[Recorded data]
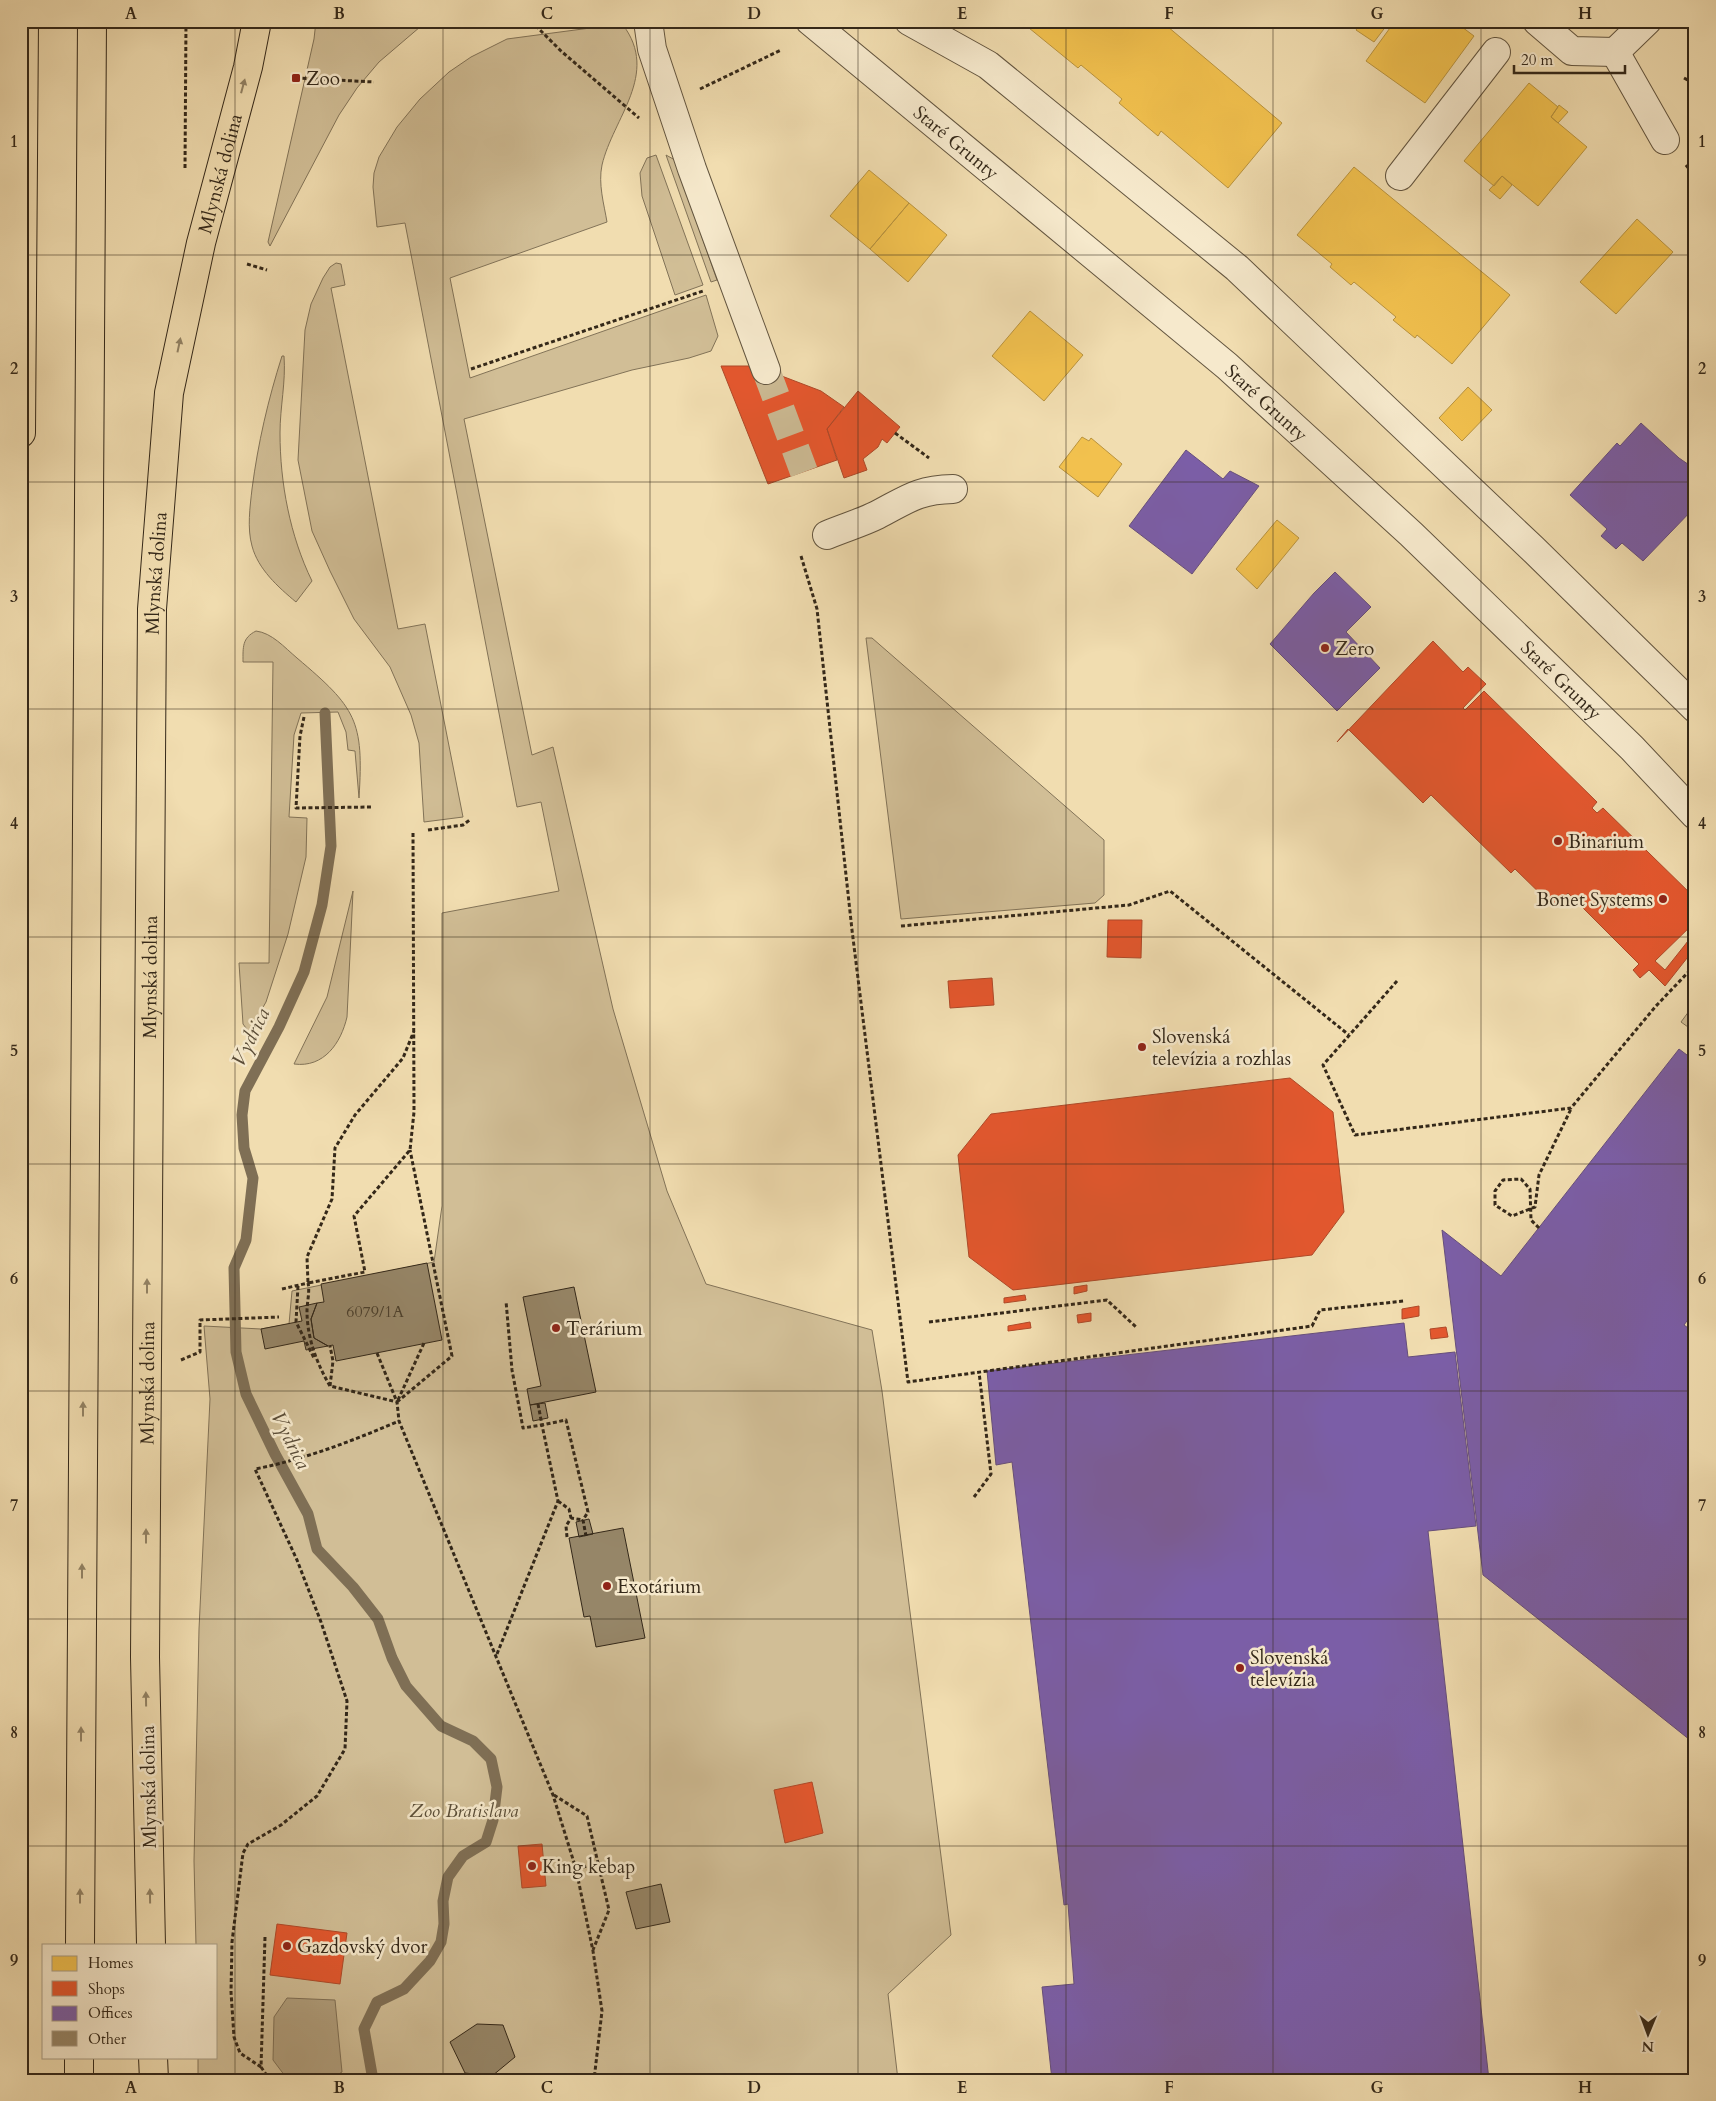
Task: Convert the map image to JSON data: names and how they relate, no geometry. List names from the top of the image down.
{
  "streets": {
    "main road": ["Mlynská dolina"],
    "street": ["Staré Grunty"]
  },
  "water": ["Vydrica"],
  "parks": ["Zoo Bratislava"],
  "places": {
    "transit": ["Zoo"],
    "other": [
      "Zero",
      "Binarium",
      "Bonet Systems",
      "Slovenská televízia a rozhlas",
      "Terárium",
      "Exotárium",
      "Slovenská televízia",
      "King kebap",
      "Gazdovský dvor"
    ]
  },
  "house_numbers": ["6079/1A"],
  "legend": [
    "Homes",
    "Shops",
    "Offices",
    "Other"
  ],
  "scale_bar": "20 m",
  "north": "bottom",
  "grid": {
    "columns": [
      "A",
      "B",
      "C",
      "D",
      "E",
      "F",
      "G",
      "H"
    ],
    "rows": [
      "1",
      "2",
      "3",
      "4",
      "5",
      "6",
      "7",
      "8",
      "9"
    ]
  }
}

| YOUR GOAL |
Omit the pictures and set down the records exactly.

| RESPONSE AREA |
Task: Convert the map image to JSON data: names and how they relate, no geometry. List names from the top of the image down.
{
  "streets": {
    "main road": ["Mlynská dolina"],
    "street": ["Staré Grunty"]
  },
  "water": ["Vydrica"],
  "parks": ["Zoo Bratislava"],
  "places": {
    "transit": ["Zoo"],
    "other": [
      "Zero",
      "Binarium",
      "Bonet Systems",
      "Slovenská televízia a rozhlas",
      "Terárium",
      "Exotárium",
      "Slovenská televízia",
      "King kebap",
      "Gazdovský dvor"
    ]
  },
  "house_numbers": ["6079/1A"],
  "legend": [
    "Homes",
    "Shops",
    "Offices",
    "Other"
  ],
  "scale_bar": "20 m",
  "north": "bottom",
  "grid": {
    "columns": [
      "A",
      "B",
      "C",
      "D",
      "E",
      "F",
      "G",
      "H"
    ],
    "rows": [
      "1",
      "2",
      "3",
      "4",
      "5",
      "6",
      "7",
      "8",
      "9"
    ]
  }
}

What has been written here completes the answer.